Your spot on and I don mean to sound flippant but I really think, what will the car buying experience look like in 6 months. Your thoughts on CRM are 100% correct. CRM as we know it is already a dead man walking. I have already created custom Chat GPT tools that act like a living breathing CRM system. I can talk or type to them and they will take my information without me having to navigate clunky user field's. They also can think analyze and provide assessment of behavioral patterns and customer types, giving me real time suggestions on how to communicate, empathize and close more deals. The tools I'm creating will ultimately connect directly to the CRM systems, but for now much of the information has to be copied and pasted into the CRM's. It still works. It puts the information management wants in the system, but allows the user to have a much more intelligent and productive assistant not just a receptacle of information.
You're absolutely right, it’s not five years out. It's happening right now.

I completely agree that CRM, as we know it, is on life support. The concept of forcing salespeople to spend half their day clicking through clunky drop-downs and filling out fields is obsolete.

What you're building is exactly where this industry is headed. A CRM that listens, thinks, and adapts in real time, one that's actually a partner in the sales process instead of just a digital filing cabinet.

CRMs aren't going away but the way we interact with them will be completely different.

It'll be voice-driven, AI-assisted, conversational, and predictive.
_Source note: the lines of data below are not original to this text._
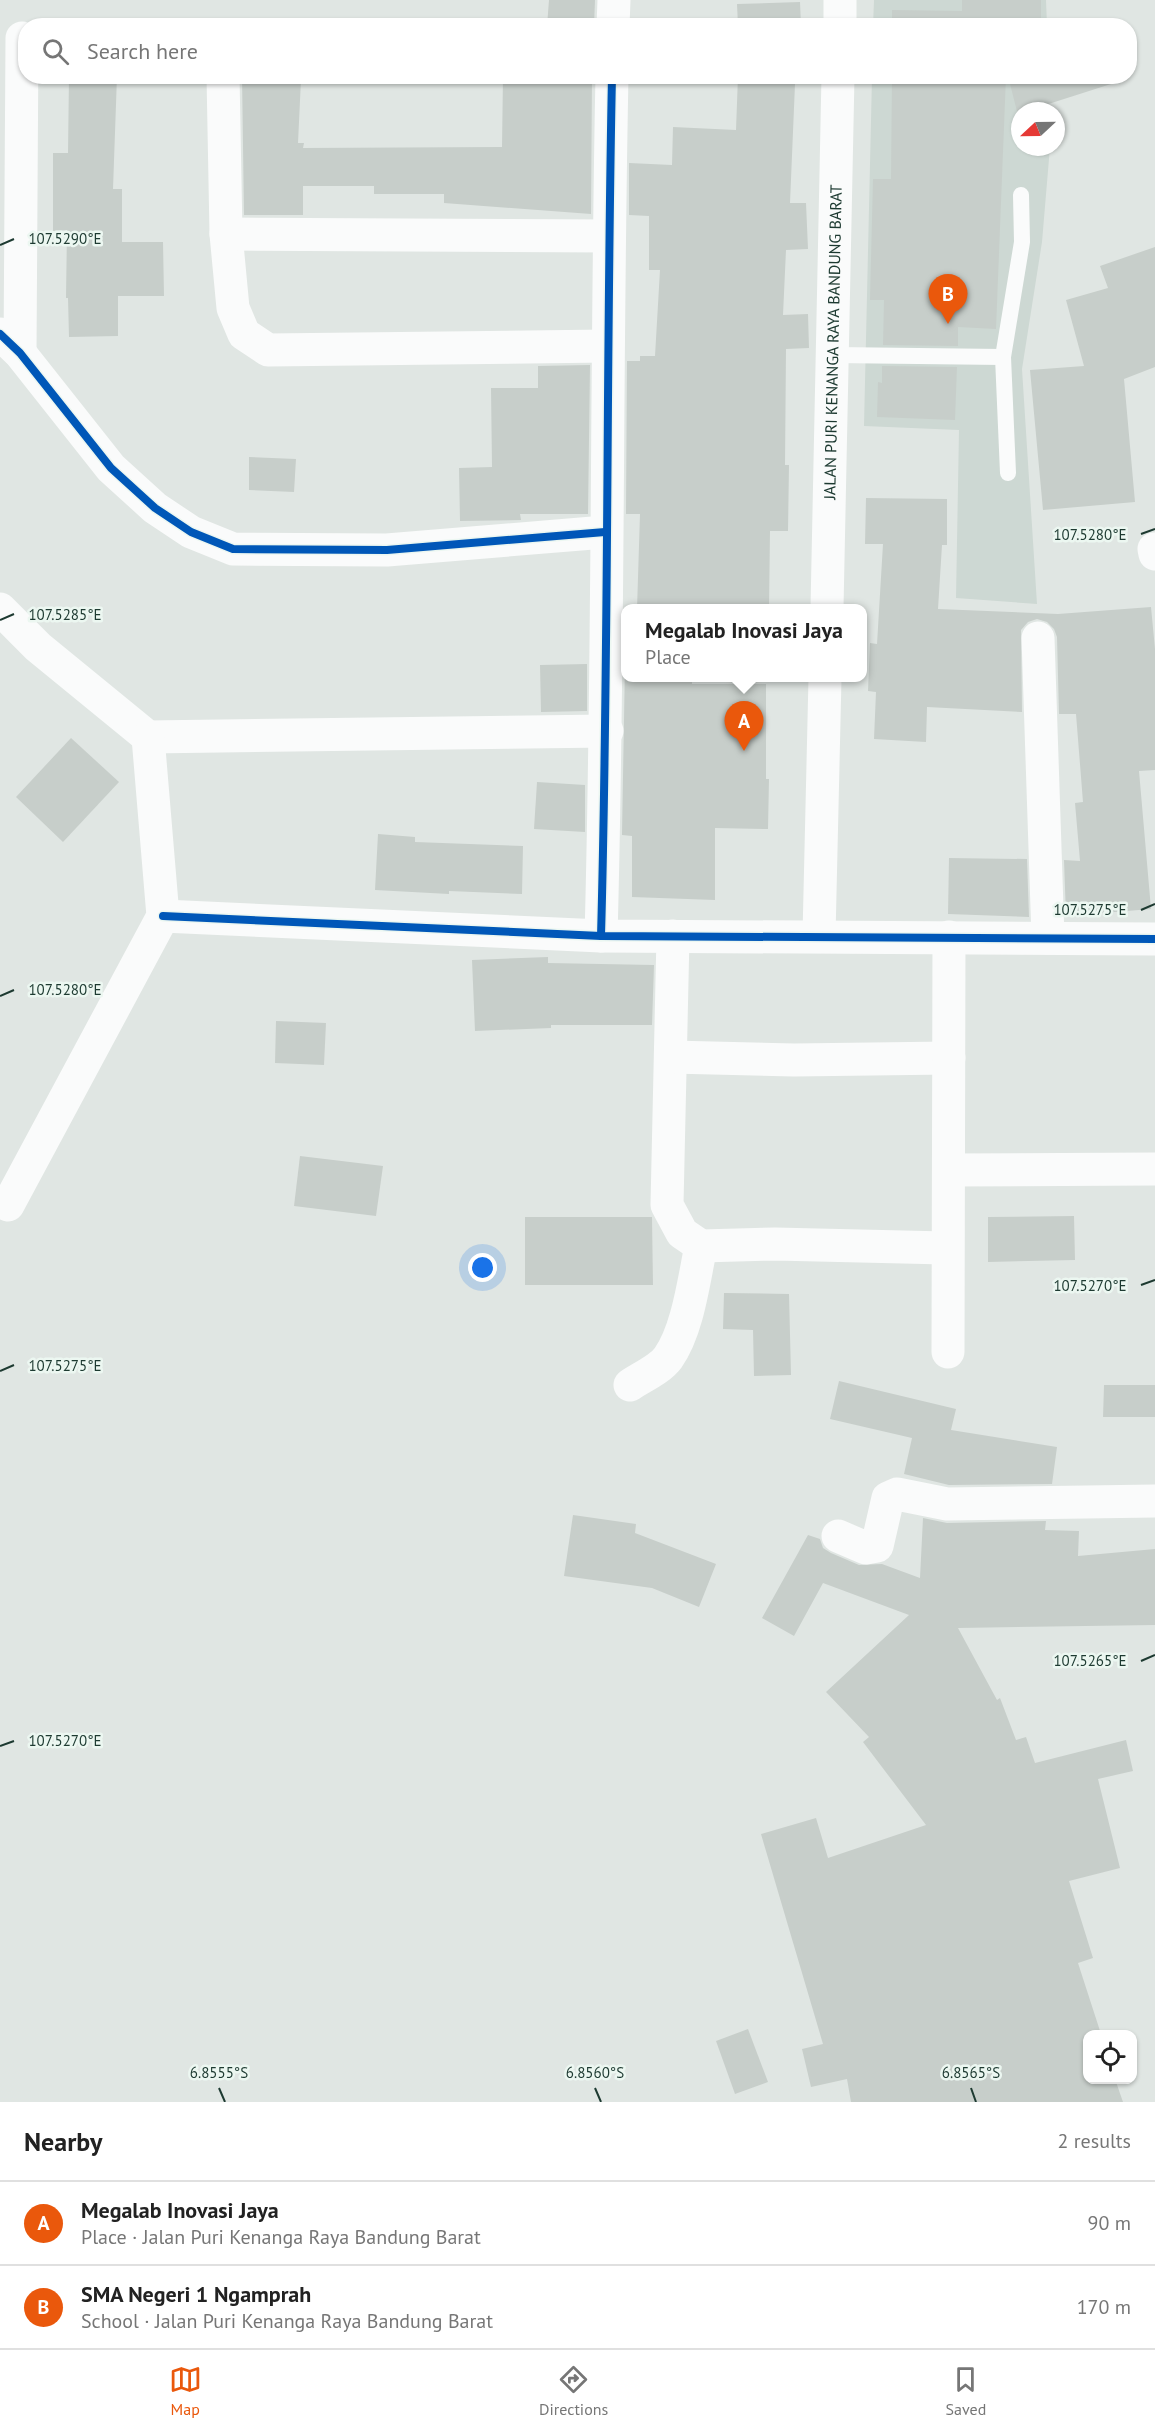 <!DOCTYPE html>
<html lang="en">
<head>
<meta charset="utf-8">
<style>
  body { margin:0; font-family:"PT Sans",sans-serif; background:#f2f2f2; color:#222 }
  .controls { position:absolute; right:18px; bottom:18px; display:grid; overflow:hidden; border-radius:12px; box-shadow:0 2px 4px #0004 }
  .controls button { width:54px; height:54px; display:grid; place-items:center; padding:0; border:0; border-bottom:2px solid #e0e0e0; background:#fff; color:#222; font:30px sans-serif }
  .compass { position:absolute; left:1011px; top:102px; width:54px; height:54px; border-radius:50%; background:#fff; box-shadow:0 2px 4px #0004; rotate:248deg }
  .you { position:absolute; left:483px; top:1268px; width:21px; height:21px; margin:-15px; border:4px solid #fff; border-radius:50%; background:#1a73e8; box-shadow:0 0 0 9px #1a73e833 }
  .badge { display:grid; place-items:center; width:39px; height:39px; border-radius:50%; background:#ea580c; color:#fff; font-size:20px; font-weight:700 }
  .pin { position:absolute; translate:-50% -50px; filter:drop-shadow(0 2px 3px #0008) }
  .pin::after { content:''; position:absolute; top:32px; width:21px; height:18px; background:inherit; clip-path:polygon(0 0,100% 0,50% 100%) }
  .popup { position:absolute; left:621px; top:604px; width:246px; height:78px; box-sizing:border-box; display:grid; place-content:center; border-radius:12px; background:#fff; filter:drop-shadow(0 2px 4px #0005); font-size:20px; white-space:nowrap; color:#767676 }
  .popup b { font-size:22px; color:#222 }
  .popup::after { content:''; position:absolute; left:50%; top:100%; margin-left:-12px; border:12px solid transparent; border-top-color:#fff }
  .list { margin:0; padding:0; list-style:none }
  h2 { display:flex; justify-content:space-between; align-items:center; height:78px; margin:0; padding:0 24px; font-size:26px }
  h2 small { font-size:20px; font-weight:400; color:#767676 }
  .list li { display:grid; grid-template-columns:39px 1fr auto; gap:18px; align-items:center; box-sizing:border-box; height:84px; padding:0 24px; border-top:2px solid #e0e0e0 }
  .list b { display:block; font-size:22px; white-space:nowrap }
  .list p { margin:0; font-size:20px; white-space:nowrap; color:#767676 }
  .list em { font-size:20px; font-style:normal; color:#767676 }
  .icon { flex:none; width:33px; height:33px; fill:none; stroke:currentColor; stroke-width:2; stroke-linecap:round; stroke-linejoin:round }
  .map { position:relative; flex:none; width:1155px; height:2102px; overflow:hidden }
  .search { position:absolute; background:#fff; box-shadow:0 2px 4px #0004; left:18px; right:18px; top:18px; height:66px; display:flex; align-items:center; gap:15px; box-sizing:border-box; padding:0 21px; border-radius:24px; color:#767676; font-size:22px }
  .sheet { height:246px; background:#fff }
  nav { display:flex; justify-content:space-around; align-items:center; box-sizing:border-box; height:84px; border-top:2px solid #e0e0e0; background:#fff; font-size:16px; color:#767676 }
  nav a { display:grid; justify-items:center; gap:3px }
  nav .on { color:#ea580c }
  .map>svg:first-child { display:block }
  .built { fill:#cdd8d3 }
  .building { fill:#c7ceca }
  .lines { fill:none; stroke-linecap:round; stroke-linejoin:round }
  .service { stroke:#fafbfb; stroke-width:16 }
  .minor { stroke:#fafbfb; stroke-width:33 }
  .cycleway-casing { stroke:#ecf7f1; stroke-width:11 }
  .cycleway { stroke:#0057b8; stroke-width:8 }
  .ticks { fill:none; stroke:#1d3a31; stroke-width:2 }
  .labels { text-anchor:middle; stroke-width:5; stroke-linejoin:round; paint-order:stroke }
  .street-label { font-size:16px; fill:#1d3a31; stroke:#ecf7f1 }
  .ticks-label { font-size:15px; text-anchor:middle; fill:#1d3a31; stroke:#ecf7f1; stroke-width:5; stroke-linejoin:round; paint-order:stroke }
</style>
</head>
<body>
<div class="map">
<svg width="1155" height="2102" viewBox="0 0 1155 2102">
  <rect width="100%" height="100%" fill="#e0e6e3"/>
  <g class="built">
    <path d="M 874,0 L 1046,0 L 1047,25 L 873,26 Z"/>
    <path d="M 872,77 L 1048,77 L 1049,111 L 1020,111 L 1020,147 L 1050,147 L 1042,242 L 1022,369 L 1037,604 L 956,598 L 959,430 L 864,426 Z"/>
  </g>
  <g class="building">
    <path d="M 549,0 L 595,0 L 594,26 L 547,26 Z"/>
    <path d="M 962,0 L 1041,0 L 1041,26 L 892,26 L 892,10 L 962,11 Z"/>
    <path d="M 800,2 L 801,26 L 738,26 L 737,4 Z"/>
    <path d="M 69,76 L 117,76 L 113,189 L 122,189 L 122,242 L 163,242 L 164,296 L 118,296 L 118,336 L 69,337 L 68,298 L 66,298 L 67,230 L 53,231 L 53,153 L 68,153 Z"/>
    <path d="M 242,76 L 301,79 L 298,143 L 304,143 L 303,148 L 502,147 L 503,76 L 592,76 L 591,214 L 444,203 L 444,194 L 374,194 L 374,186 L 303,186 L 303,215 L 244,215 Z"/>
    <path d="M 738,76 L 803,76 L 803,84 L 795,84 L 790,203 L 806,203 L 808,249 L 786,250 L 783,315 L 808,314 L 809,348 L 786,349 L 785,465 L 789,465 L 788,531 L 770,531 L 769,609 L 637,609 L 640,514 L 626,514 L 627,361 L 640,361 L 640,356 L 655,356 L 660,270 L 649,270 L 649,216 L 629,215 L 629,163 L 672,165 L 673,127 L 736,130 Z"/>
    <path d="M 892,76 L 1006,76 L 996,329 L 958,327 L 958,346 L 883,345 L 884,300 L 870,300 L 873,179 L 891,179 Z"/>
    <path d="M 1008,76 L 1110,76 L 1111,84 L 1039,107 L 1039,111 L 1020,111 L 1020,123 Z"/>
    <path d="M 1026,147 L 1039,147 L 1038,154 L 1029,155 Z"/>
    <path d="M 1155,247 L 1155,367 L 1124,379 L 1135,502 L 1043,510 L 1030,370 L 1084,366 L 1066,300 L 1108,288 L 1100,266 Z"/>
    <path d="M 590,365 L 588,514 L 520,514 L 521,520 L 460,521 L 459,468 L 492,467 L 491,388 L 538,388 L 538,366 Z"/>
    <path d="M 882,366 L 957,367 L 955,420 L 877,417 L 878,382 L 882,383 Z"/>
    <path d="M 249,457 L 296,459 L 294,492 L 249,490 Z"/>
    <path d="M 866,498 L 947,499 L 947,545 L 942,545 L 938,609 L 1058,614 L 1151,607 L 1155,649 L 1155,770 L 1139,771 L 1151,909 L 1066,916 L 1064,860 L 1080,861 L 1075,803 L 1083,802 L 1076,714 L 1059,714 L 1057,637 L 1054,629 L 1047,622 L 1037,619 L 1028,622 L 1021,630 L 1022,712 L 927,707 L 926,742 L 874,739 L 876,692 L 868,691 L 870,643 L 877,644 L 883,544 L 865,544 Z"/>
    <path d="M 625,663 L 626,678 L 692,678 L 692,684 L 766,684 L 766,779 L 769,779 L 768,829 L 715,828 L 715,900 L 632,897 L 632,836 L 622,835 Z"/>
    <path d="M 587,664 L 587,711 L 541,712 L 540,665 Z"/>
    <path d="M 71,738 L 119,782 L 63,842 L 16,797 Z"/>
    <path d="M 537,782 L 585,785 L 585,832 L 534,829 Z"/>
    <path d="M 378,834 L 415,837 L 415,842 L 523,846 L 522,894 L 449,891 L 449,894 L 375,890 Z"/>
    <path d="M 949,858 L 1027,859 L 1029,917 L 948,914 Z"/>
    <path d="M 548,957 L 548,963 L 654,965 L 652,1025 L 551,1025 L 551,1028 L 475,1031 L 472,960 Z"/>
    <path d="M 276,1021 L 326,1023 L 324,1065 L 275,1063 Z"/>
    <path d="M 300,1156 L 383,1166 L 376,1216 L 294,1206 Z"/>
    <path d="M 1074,1216 L 1075,1260 L 988,1262 L 988,1217 Z"/>
    <path d="M 525,1217 L 652,1217 L 653,1285 L 525,1285 Z"/>
    <path d="M 724,1293 L 789,1294 L 791,1375 L 754,1376 L 753,1330 L 723,1329 Z"/>
    <path d="M 839,1381 L 956,1409 L 951,1430 L 1057,1447 L 1052,1484 L 949,1485 L 904,1474 L 912,1438 L 830,1419 Z"/>
    <path d="M 1104,1385 L 1155,1385 L 1155,1417 L 1103,1417 Z"/>
    <path d="M 573,1515 L 636,1524 L 635,1533 L 716,1564 L 699,1607 L 652,1588 L 564,1576 Z"/>
    <path d="M 923,1518 L 947,1523 L 1046,1521 L 1045,1530 L 1079,1531 L 1078,1556 L 1155,1549 L 1155,1625 L 958,1628 L 997,1700 L 1000,1698 L 1016,1740 L 1026,1737 L 1035,1763 L 1126,1740 L 1133,1771 L 1098,1779 L 1120,1868 L 1069,1881 L 1093,1958 L 1078,1963 L 1101,2034 L 1088,2034 L 1088,2079 L 1115,2079 L 1123,2102 L 851,2102 L 847,2079 L 811,2087 L 802,2049 L 823,2044 L 761,1834 L 816,1818 L 828,1858 L 926,1825 L 863,1742 L 869,1737 L 826,1692 L 909,1615 L 823,1583 L 794,1636 L 762,1618 L 808,1535 L 820,1539 L 823,1548 L 831,1553 L 859,1565 L 882,1564 L 920,1578 Z"/>
    <path d="M 748,2029 L 768,2082 L 735,2094 L 716,2041 Z"/>
  </g>
  <g class="lines">
    <g class="service">
      <path d="M 833,355 L 1003,357"/>
      <path d="M 1008,473 L 1003,357 L 1022,242 L 1021,195"/>
    </g>
    <g class="minor">
      <path d="M 613,26 L 614,0"/>
      <path d="M 840,26 L 840,0"/>
      <path d="M 223,76 L 226,234 L 233,308 L 244,334 L 268,350 L 607,346"/>
      <path d="M 226,234 L 609,236"/>
      <path d="M 0,334 L 20,353 L 111,468 L 155,508 L 191,532 L 233,549 L 387,550 L 605,532"/>
      <path d="M 20,353 L 22,38"/>
      <path d="M 1154,549 L 1155,554"/>
      <path id="s1" d="M 827,608 L 838,76"/>
      <path d="M 0,609 L 38,647 L 148,737 L 607,731"/>
      <path d="M 1038,638 L 1048,938"/>
      <path d="M 163,916 L 601,936 L 1155,939"/>
      <path d="M 601,936 C 609,649 606,363 612,76"/>
      <path d="M 673,936 L 667,1205 L 682,1233 L 701,1246 L 775,1244 L 946,1248"/>
      <path d="M 819,936 L 825,678"/>
      <path d="M 671,1057 L 794,1060 L 949,1058"/>
      <path d="M 950,1170 L 1155,1169"/>
      <path d="M 8,1205 L 163,916 L 148,737"/>
      <path d="M 948,1352 L 949,937"/>
      <path d="M 630,1385 C 642,1377 660,1369 668,1358 C 688,1330 694,1279 701,1246"/>
      <path d="M 838,1536 L 866,1548 L 877,1546 L 888,1498 L 897,1494 L 947,1504 L 1155,1501"/>
    </g>
    <defs>
      <g id="cycleway">
        <path d="M 0,334 L 20,353 L 111,468 L 155,508 L 191,532 L 233,549 L 387,550 L 605,532"/>
        <path d="M 163,916 L 601,936 L 1155,939"/>
        <path d="M 601,936 C 609,649 606,363 612,76"/>
      </g>
    </defs>
    <use href="#cycleway" class="cycleway-casing"/>
    <use href="#cycleway" class="cycleway"/>
  </g>
  <path class="ticks" d="M 0,245 L 14,239M 1141,534 L 1155,529M 0,620 L 14,614M 1141,910 L 1155,904M 0,996 L 14,990M 1141,1285 L 1155,1280M 0,1371 L 14,1365M 1141,1661 L 1155,1655M 0,1746 L 14,1741M 219,2088 L 225,2102M 595,2088 L 601,2102M 971,2088 L 976,2102"/>
  <g class="labels">
    <g class="street-label">
      <text dy="6" stroke="none"><textPath href="#s1" startOffset="266">JALAN PURI KENANGA RAYA BANDUNG BARAT</textPath></text>
    </g>
  </g>
  <g class="ticks-label">
    <text x="65" y="244">107.5290°E</text>
    <text x="1090" y="540">107.5280°E</text>
    <text x="65" y="620">107.5285°E</text>
    <text x="1090" y="915">107.5275°E</text>
    <text x="65" y="995">107.5280°E</text>
    <text x="1090" y="1291">107.5270°E</text>
    <text x="65" y="1371">107.5275°E</text>
    <text x="1090" y="1666">107.5265°E</text>
    <text x="65" y="1746">107.5270°E</text>
    <text x="219" y="2078">6.8555°S</text>
    <text x="595" y="2078">6.8560°S</text>
    <text x="971" y="2078">6.8565°S</text>
  </g>
</svg>
<div class="controls">
<button><svg class="icon" aria-label="locate" viewBox="0 0 24 24"><circle cx="12" cy="12" r="6"/><path d="M12 2v4M12 18v4M2 12h4M18 12h4"/></svg></button>
</div>
<svg class="compass" viewBox="-18 -18 36 36"><path d="M0-13l5 13h-10z" fill="#e53935"/><path d="M0 13l5-13h-10z" fill="#767676"/></svg>
<div class="you"></div>
<div class="pin badge" style="left:744px;top:751px">A</div>
<div class="popup"><b>Megalab Inovasi Jaya</b>Place</div>
<div class="pin badge" style="left:948px;top:324px">B</div>
<div class="search"><svg class="icon" aria-label="search" viewBox="0 0 24 24"><circle cx="10" cy="10" r="6"/><path d="M15 15l6 6"/></svg>Search here</div>
</div>
<section class="sheet">
<h2>Nearby<small>2 results</small></h2>
<ul class="list">
<li><span class="badge">A</span><div><b>Megalab Inovasi Jaya</b><p>Place · Jalan Puri Kenanga Raya Bandung Barat</p></div><em>90 m</em></li>
<li><span class="badge">B</span><div><b>SMA Negeri 1 Ngamprah</b><p>School · Jalan Puri Kenanga Raya Bandung Barat</p></div><em>170 m</em></li>
</ul>
</section>
<nav>
<a class="on"><svg class="icon" aria-label="map" viewBox="0 0 24 24"><path d="M3 6l6-2 6 2 6-2v14l-6 2-6-2-6 2zM9 4v14M15 6v14"/></svg>Map</a>
<a><svg class="icon" aria-label="directions" viewBox="0 0 24 24"><path d="M12 3l9 9-9 9-9-9zM9 14v-3h6M13 9l2 2-2 2"/></svg>Directions</a>
<a><svg class="icon" aria-label="saved" viewBox="0 0 24 24"><path d="M7 4h10v16l-5-4-5 4z"/></svg>Saved</a>
</nav>
</body>
</html>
Imagine every salesperson having their own AI assistant that not only captures data but recommends what to say, when to follow up, what to offer, and how to build real rapport based on customer behavior patterns.

The dealership of the future won’t be about forcing compliance with processes; it’ll be about empowering people with tools that remove friction and make them better.

I’m curious, do you think the major CRM companies are ready for this shift, or are they about to get disrupted?